→ **TASK GOAL**
Identify all lines below that hold "symbols" and collect them.

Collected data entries
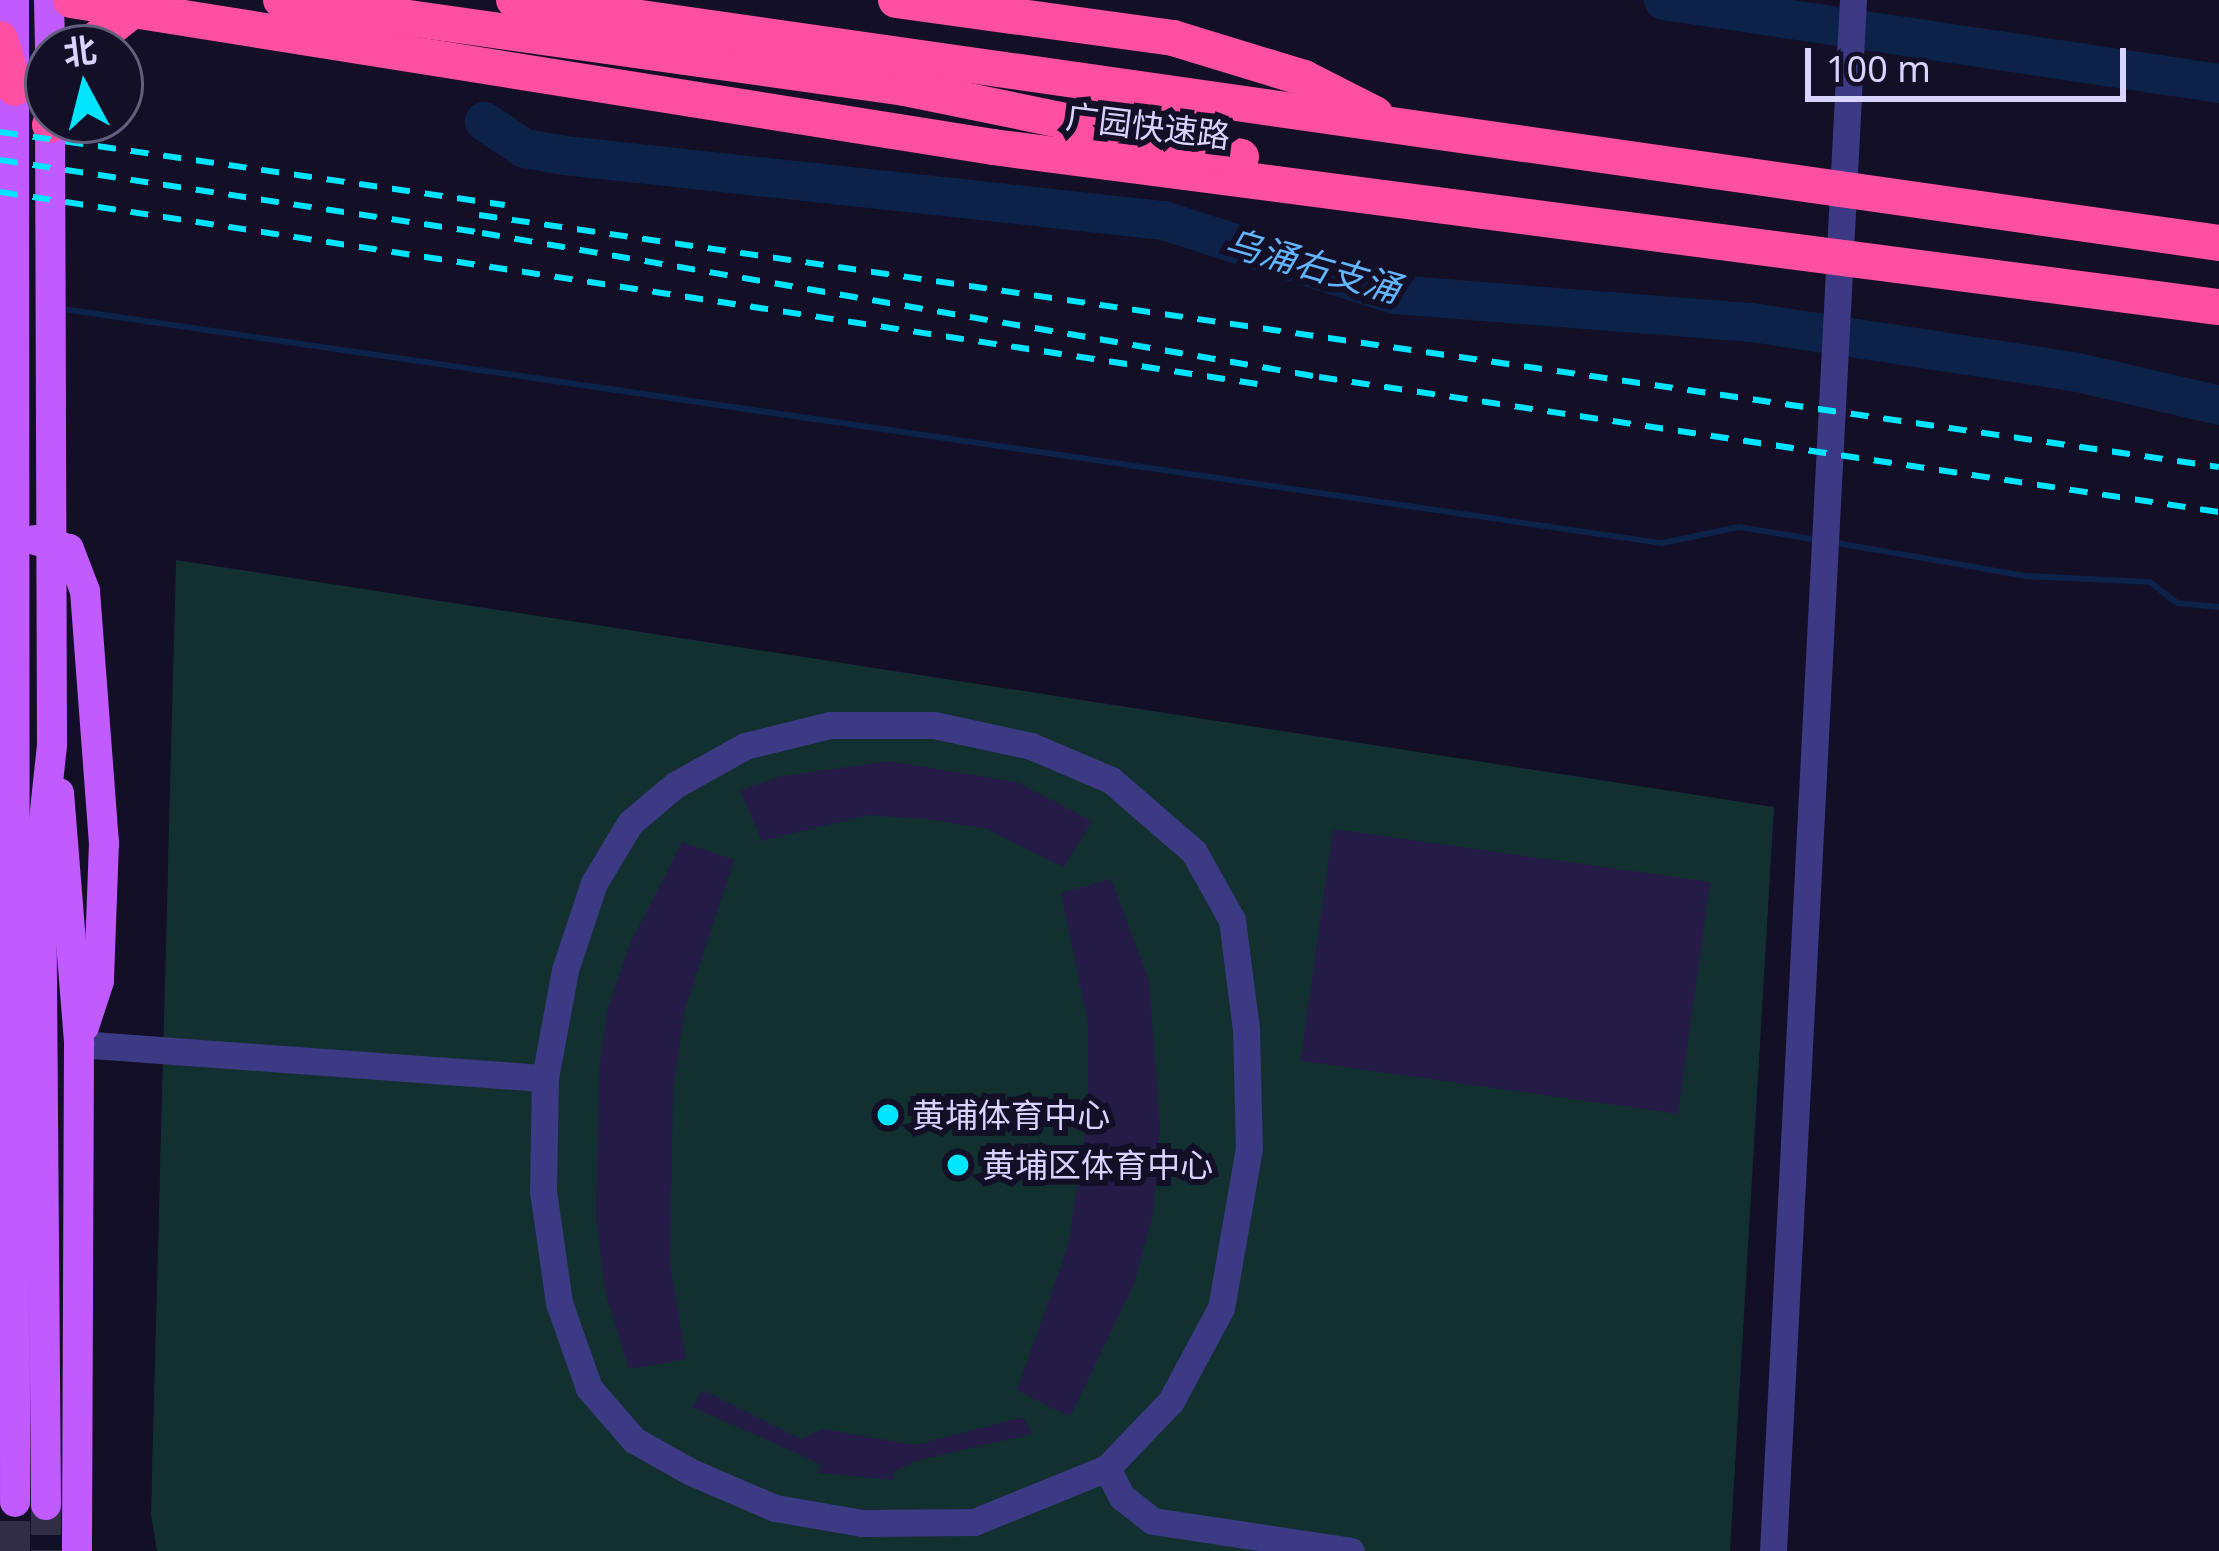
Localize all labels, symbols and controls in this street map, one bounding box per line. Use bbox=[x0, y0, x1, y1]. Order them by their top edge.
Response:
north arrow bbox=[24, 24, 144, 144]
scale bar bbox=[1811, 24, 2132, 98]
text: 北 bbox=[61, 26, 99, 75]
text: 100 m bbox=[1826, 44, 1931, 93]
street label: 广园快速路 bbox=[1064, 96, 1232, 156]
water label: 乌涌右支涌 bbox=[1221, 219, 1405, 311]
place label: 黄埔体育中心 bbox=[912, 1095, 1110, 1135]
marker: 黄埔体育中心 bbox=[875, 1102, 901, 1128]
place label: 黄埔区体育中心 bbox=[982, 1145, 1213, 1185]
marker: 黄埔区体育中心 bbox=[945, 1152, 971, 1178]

* * *

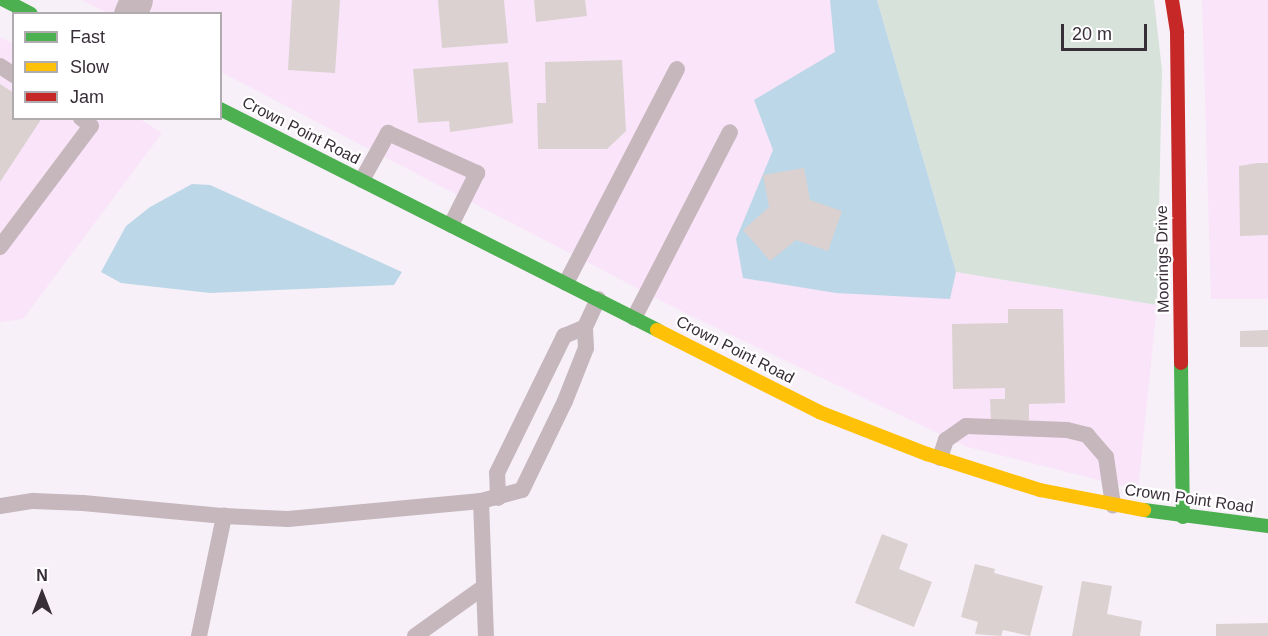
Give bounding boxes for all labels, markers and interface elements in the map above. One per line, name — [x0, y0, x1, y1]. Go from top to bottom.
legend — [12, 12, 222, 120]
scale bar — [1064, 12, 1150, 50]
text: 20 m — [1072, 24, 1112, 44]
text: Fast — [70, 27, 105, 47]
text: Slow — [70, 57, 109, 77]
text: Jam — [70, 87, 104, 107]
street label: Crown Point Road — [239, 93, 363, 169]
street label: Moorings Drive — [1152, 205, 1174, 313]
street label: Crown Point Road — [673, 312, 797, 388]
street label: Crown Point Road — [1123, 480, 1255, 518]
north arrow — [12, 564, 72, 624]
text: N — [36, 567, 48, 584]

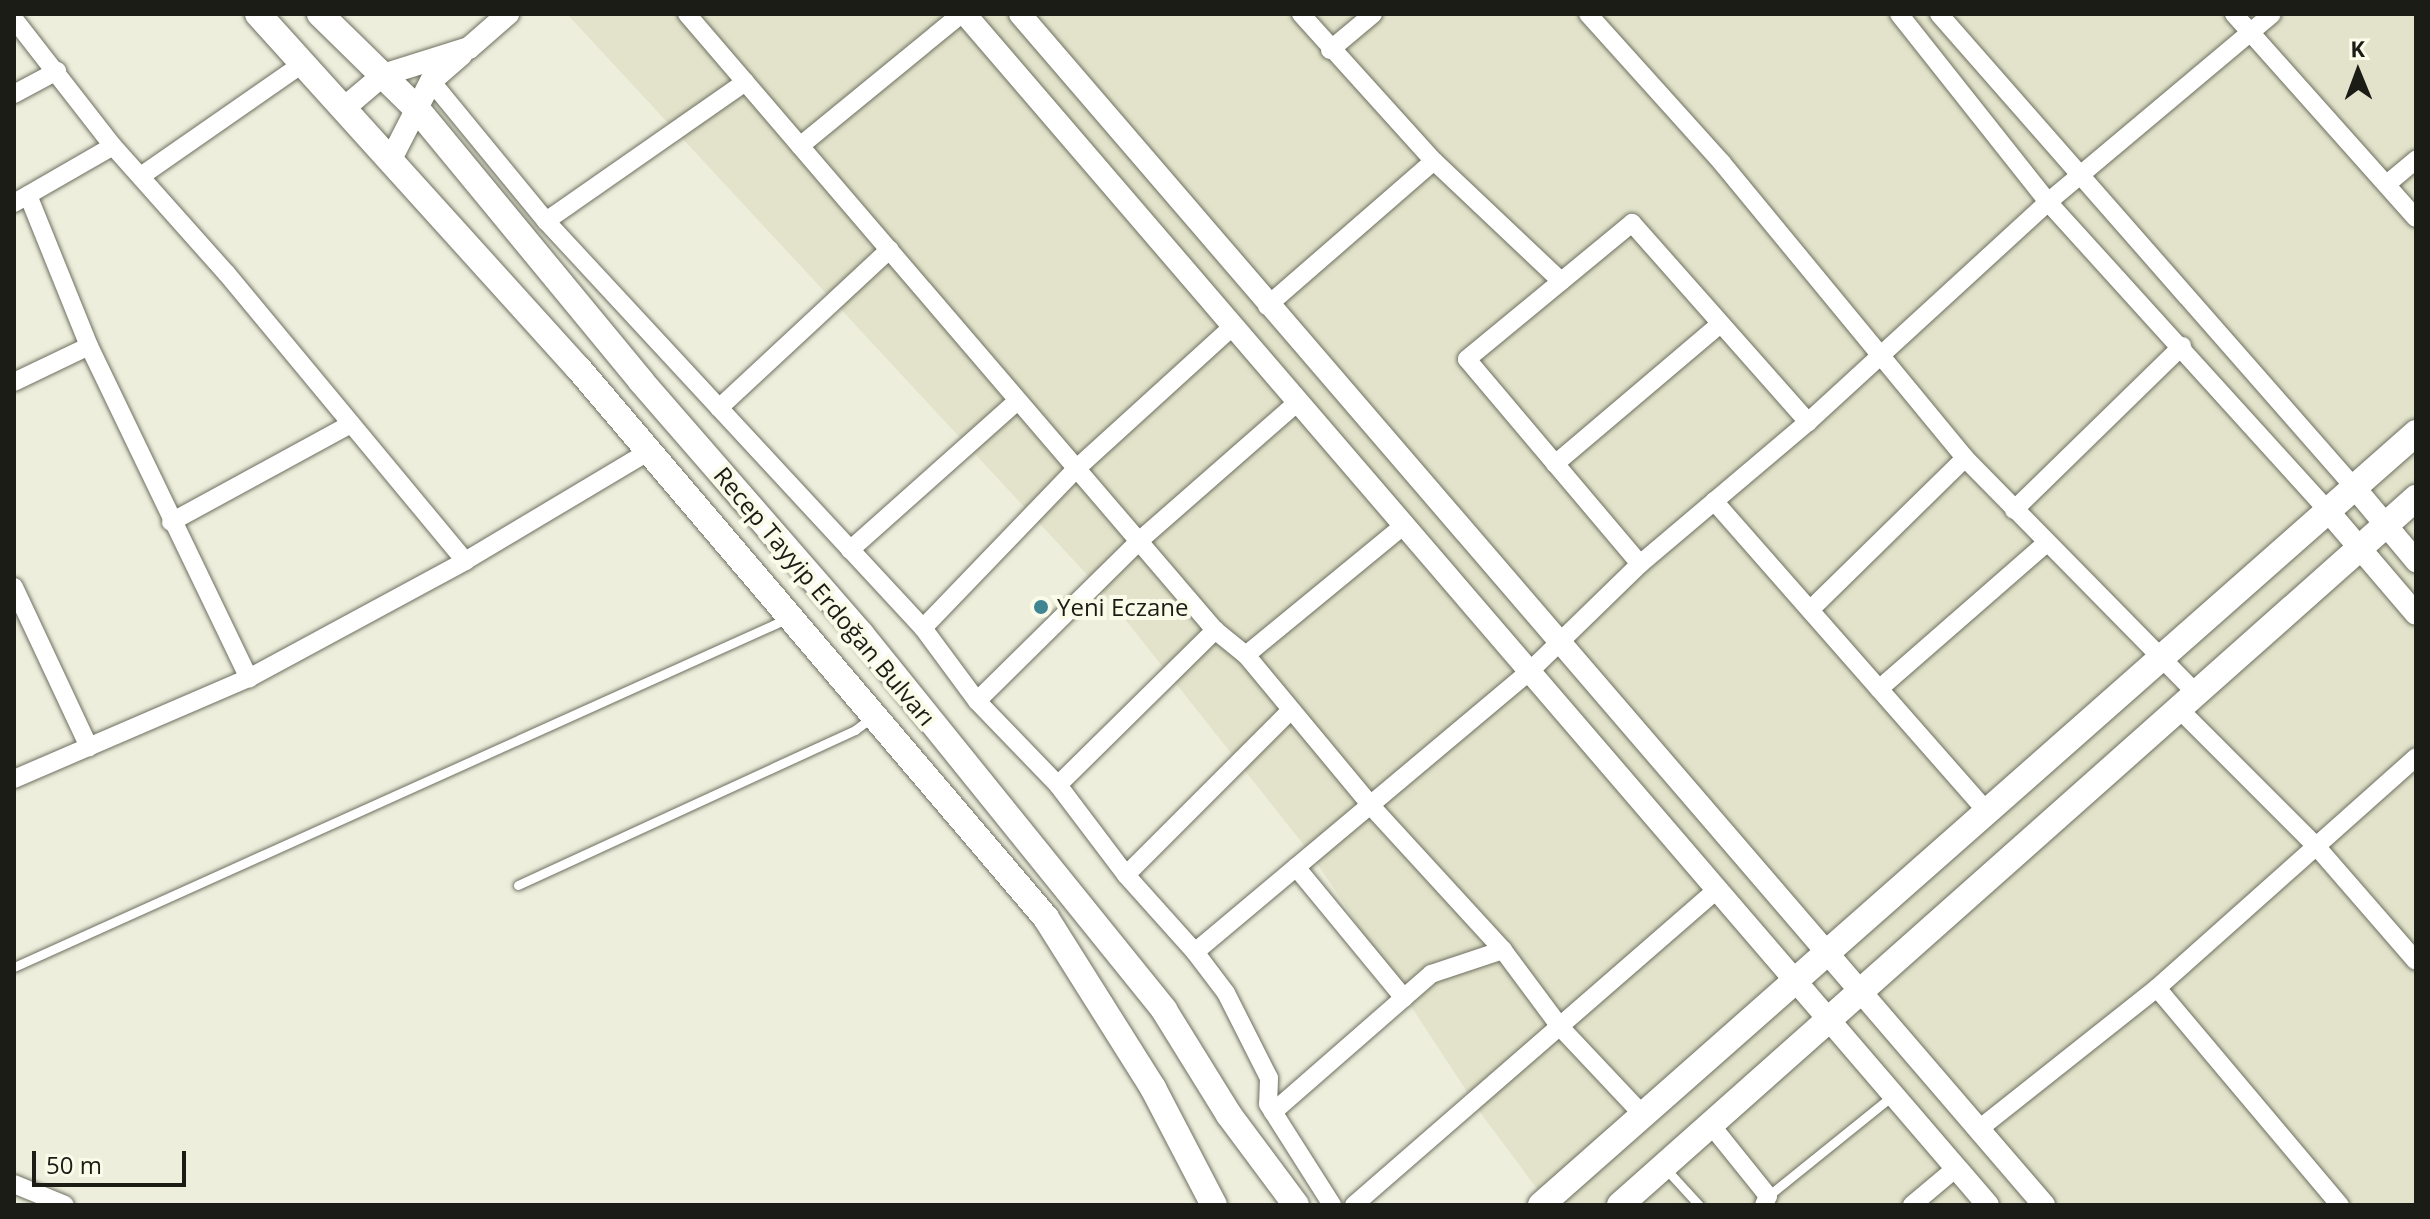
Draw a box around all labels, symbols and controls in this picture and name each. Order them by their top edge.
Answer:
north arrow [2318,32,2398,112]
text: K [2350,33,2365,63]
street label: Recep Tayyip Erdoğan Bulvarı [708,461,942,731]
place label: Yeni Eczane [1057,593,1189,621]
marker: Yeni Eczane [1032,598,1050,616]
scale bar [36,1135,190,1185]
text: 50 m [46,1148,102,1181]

→ **ANSWER SPACE**
Localize all labels, symbols and controls in this street map, one bounding box per line. Use bbox=[x0, y0, x1, y1]. Order them by their top edge.
Draw a box around all labels, symbols and controls in this picture and name each. Order them by their top edge.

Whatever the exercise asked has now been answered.